_What this task involves_
Each line that includes "Torrey" must be copied from the records.

^^^^

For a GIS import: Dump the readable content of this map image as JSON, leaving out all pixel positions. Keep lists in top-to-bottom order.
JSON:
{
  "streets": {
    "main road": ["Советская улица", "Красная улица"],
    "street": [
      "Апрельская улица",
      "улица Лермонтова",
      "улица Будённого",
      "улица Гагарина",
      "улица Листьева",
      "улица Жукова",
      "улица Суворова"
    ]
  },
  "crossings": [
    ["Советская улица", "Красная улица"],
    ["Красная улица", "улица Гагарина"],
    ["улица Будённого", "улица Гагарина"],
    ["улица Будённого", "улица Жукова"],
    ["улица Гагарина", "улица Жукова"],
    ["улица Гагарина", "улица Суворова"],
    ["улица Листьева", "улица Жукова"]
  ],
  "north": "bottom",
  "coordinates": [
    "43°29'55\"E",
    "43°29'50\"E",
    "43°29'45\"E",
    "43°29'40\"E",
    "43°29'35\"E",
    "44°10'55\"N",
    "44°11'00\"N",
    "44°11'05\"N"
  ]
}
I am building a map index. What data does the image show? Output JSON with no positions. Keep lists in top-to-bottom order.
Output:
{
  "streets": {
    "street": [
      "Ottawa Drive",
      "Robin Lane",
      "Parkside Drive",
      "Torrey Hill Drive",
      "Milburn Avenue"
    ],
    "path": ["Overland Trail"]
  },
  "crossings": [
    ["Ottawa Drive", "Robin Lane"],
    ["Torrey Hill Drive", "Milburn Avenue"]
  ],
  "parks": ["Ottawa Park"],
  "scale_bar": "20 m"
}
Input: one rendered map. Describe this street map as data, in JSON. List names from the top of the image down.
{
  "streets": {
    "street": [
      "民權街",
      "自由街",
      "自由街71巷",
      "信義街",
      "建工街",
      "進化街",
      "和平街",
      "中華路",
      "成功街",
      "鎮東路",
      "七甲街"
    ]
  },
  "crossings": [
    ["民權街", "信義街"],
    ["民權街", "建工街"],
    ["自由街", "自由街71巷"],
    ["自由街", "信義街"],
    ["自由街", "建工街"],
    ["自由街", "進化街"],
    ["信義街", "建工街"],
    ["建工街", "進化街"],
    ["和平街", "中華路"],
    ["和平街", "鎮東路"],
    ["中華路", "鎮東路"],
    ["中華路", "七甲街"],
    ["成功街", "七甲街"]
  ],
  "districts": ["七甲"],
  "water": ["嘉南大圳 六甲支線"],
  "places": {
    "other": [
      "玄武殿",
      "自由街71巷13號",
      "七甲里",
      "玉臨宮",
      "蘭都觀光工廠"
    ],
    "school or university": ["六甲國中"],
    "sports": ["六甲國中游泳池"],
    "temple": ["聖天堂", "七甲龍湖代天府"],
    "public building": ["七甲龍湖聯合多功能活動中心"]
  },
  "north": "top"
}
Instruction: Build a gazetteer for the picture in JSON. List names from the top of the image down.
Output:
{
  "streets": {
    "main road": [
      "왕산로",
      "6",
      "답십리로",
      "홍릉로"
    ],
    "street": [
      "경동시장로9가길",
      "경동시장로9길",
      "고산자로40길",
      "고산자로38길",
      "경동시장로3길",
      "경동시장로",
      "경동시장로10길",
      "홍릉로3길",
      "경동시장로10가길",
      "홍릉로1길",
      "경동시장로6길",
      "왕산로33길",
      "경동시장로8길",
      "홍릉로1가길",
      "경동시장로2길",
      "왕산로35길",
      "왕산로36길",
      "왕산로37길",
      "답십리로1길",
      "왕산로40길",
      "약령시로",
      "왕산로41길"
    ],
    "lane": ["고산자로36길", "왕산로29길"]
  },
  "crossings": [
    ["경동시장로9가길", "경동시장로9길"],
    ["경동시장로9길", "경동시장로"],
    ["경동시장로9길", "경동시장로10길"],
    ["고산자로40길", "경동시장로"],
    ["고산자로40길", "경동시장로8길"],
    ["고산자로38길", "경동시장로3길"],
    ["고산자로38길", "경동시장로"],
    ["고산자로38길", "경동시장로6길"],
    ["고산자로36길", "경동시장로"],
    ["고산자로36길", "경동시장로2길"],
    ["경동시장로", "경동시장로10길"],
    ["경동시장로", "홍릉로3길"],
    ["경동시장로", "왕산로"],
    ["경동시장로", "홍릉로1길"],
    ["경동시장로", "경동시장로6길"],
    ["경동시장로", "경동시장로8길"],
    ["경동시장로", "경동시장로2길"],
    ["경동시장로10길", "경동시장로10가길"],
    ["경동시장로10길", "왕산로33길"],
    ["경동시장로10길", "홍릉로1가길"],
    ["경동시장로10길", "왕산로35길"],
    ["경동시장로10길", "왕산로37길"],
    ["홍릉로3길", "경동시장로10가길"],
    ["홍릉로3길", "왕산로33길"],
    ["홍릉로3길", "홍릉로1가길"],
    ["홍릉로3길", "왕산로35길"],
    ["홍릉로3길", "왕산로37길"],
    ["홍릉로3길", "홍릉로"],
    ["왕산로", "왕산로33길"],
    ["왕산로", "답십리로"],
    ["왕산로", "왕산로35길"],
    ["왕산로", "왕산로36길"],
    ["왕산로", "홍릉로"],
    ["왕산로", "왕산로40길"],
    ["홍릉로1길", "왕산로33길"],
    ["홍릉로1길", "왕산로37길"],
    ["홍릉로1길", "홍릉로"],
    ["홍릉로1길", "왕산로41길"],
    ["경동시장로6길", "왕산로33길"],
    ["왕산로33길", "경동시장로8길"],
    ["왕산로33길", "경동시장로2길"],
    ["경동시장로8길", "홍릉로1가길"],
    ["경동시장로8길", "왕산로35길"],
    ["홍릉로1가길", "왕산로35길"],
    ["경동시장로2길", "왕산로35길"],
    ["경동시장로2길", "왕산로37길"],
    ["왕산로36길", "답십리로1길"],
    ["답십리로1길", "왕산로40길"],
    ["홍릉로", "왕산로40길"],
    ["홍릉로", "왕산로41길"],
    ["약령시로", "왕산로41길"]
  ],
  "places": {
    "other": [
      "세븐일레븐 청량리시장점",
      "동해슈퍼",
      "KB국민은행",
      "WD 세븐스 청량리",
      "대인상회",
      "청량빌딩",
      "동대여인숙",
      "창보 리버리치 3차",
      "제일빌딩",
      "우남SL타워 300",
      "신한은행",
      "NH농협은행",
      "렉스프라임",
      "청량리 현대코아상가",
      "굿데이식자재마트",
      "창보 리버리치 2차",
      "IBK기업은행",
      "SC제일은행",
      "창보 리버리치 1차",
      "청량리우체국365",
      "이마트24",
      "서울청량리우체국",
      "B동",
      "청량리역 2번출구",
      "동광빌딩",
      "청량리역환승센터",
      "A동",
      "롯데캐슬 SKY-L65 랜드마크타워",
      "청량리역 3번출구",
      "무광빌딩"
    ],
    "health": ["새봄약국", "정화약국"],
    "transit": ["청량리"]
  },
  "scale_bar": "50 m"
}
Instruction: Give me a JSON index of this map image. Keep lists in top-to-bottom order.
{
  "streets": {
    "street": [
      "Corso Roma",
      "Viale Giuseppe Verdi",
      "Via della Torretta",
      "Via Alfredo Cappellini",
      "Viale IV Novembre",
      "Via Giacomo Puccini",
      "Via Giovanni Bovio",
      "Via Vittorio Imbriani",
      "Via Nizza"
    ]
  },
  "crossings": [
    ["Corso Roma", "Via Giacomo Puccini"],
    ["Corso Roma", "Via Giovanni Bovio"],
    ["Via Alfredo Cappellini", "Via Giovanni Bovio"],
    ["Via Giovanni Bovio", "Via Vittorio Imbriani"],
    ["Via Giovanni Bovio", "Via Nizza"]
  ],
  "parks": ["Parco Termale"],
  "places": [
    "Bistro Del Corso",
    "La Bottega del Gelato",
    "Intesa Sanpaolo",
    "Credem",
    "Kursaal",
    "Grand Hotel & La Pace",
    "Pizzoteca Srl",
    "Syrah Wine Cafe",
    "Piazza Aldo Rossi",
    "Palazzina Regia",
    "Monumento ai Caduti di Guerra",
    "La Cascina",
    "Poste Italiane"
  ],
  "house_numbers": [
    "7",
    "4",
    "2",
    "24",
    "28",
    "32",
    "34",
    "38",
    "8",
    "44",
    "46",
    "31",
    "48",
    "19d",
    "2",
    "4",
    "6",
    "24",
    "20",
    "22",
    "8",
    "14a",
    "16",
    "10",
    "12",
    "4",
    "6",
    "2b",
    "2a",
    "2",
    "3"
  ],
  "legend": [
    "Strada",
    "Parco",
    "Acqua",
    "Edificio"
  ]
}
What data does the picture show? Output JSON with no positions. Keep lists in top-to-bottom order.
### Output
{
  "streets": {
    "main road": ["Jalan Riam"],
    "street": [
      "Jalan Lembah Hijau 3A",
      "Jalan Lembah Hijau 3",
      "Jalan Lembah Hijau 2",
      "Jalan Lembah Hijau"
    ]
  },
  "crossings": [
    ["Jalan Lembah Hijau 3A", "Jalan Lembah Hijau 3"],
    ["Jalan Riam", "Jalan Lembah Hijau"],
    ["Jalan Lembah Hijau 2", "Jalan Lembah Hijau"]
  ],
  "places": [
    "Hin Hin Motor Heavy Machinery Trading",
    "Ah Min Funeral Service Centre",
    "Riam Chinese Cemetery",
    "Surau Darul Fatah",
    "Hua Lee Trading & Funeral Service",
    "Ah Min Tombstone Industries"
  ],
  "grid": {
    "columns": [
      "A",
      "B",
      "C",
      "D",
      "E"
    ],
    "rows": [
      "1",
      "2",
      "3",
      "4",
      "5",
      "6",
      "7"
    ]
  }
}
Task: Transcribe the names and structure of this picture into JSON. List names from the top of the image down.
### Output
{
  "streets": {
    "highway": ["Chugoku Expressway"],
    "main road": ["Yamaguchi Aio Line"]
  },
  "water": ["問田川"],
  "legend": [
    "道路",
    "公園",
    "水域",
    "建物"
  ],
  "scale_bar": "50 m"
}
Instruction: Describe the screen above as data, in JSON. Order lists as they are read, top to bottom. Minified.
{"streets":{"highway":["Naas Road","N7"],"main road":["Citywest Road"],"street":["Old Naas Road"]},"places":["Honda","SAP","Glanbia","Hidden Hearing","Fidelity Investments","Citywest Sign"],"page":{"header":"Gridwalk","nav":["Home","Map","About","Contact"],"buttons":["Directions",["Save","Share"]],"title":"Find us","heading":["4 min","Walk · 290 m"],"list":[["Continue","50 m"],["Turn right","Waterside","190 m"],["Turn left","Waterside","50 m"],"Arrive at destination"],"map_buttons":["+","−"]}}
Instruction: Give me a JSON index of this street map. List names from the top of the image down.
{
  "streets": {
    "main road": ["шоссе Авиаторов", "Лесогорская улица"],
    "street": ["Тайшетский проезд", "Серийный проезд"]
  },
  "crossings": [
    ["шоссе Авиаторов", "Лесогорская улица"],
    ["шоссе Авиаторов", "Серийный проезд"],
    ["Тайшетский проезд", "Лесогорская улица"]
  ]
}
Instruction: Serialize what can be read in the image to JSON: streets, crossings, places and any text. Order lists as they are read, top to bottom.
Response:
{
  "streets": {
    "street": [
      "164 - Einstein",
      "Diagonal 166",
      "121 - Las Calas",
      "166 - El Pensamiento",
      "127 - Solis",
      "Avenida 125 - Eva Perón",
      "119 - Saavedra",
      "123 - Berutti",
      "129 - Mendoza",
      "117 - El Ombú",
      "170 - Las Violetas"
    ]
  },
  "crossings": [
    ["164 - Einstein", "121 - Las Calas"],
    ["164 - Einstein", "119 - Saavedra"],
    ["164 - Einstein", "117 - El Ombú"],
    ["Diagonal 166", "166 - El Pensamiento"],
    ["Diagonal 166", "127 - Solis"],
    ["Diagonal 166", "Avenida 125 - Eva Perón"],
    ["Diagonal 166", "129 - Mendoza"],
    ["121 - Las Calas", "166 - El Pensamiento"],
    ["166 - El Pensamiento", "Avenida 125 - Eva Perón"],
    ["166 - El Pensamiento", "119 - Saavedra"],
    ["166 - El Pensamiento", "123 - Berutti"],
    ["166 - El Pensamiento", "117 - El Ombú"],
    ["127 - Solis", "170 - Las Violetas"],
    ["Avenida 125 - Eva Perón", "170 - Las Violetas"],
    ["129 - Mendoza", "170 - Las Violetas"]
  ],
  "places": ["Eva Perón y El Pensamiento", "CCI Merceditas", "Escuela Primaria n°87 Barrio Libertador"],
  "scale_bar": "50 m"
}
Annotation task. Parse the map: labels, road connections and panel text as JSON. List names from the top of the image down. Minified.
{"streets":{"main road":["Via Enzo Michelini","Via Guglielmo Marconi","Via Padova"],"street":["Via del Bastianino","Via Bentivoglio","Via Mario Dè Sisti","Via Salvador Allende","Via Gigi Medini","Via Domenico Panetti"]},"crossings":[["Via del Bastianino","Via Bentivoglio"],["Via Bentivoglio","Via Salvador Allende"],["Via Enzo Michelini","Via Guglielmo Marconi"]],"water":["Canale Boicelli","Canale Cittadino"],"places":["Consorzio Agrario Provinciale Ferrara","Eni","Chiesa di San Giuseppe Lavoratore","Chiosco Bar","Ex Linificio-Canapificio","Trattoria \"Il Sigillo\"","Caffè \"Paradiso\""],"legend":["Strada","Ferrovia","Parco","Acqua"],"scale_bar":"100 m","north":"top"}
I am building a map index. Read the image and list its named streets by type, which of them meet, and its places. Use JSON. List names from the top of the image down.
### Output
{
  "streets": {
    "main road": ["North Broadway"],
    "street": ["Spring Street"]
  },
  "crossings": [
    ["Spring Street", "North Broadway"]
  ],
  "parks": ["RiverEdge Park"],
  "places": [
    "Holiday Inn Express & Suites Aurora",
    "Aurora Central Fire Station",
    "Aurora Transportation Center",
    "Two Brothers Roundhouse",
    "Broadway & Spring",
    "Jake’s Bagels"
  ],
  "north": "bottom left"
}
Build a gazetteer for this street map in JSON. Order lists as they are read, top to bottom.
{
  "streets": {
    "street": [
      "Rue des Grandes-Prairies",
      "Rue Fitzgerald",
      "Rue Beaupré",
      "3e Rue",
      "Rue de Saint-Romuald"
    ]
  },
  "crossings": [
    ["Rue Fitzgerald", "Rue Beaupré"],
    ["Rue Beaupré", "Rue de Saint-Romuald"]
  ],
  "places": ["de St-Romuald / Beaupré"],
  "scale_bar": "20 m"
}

^^^^

_Finished task_
      "Torrey Hill Drive",
    ["Torrey Hill Drive", "Milburn Avenue"]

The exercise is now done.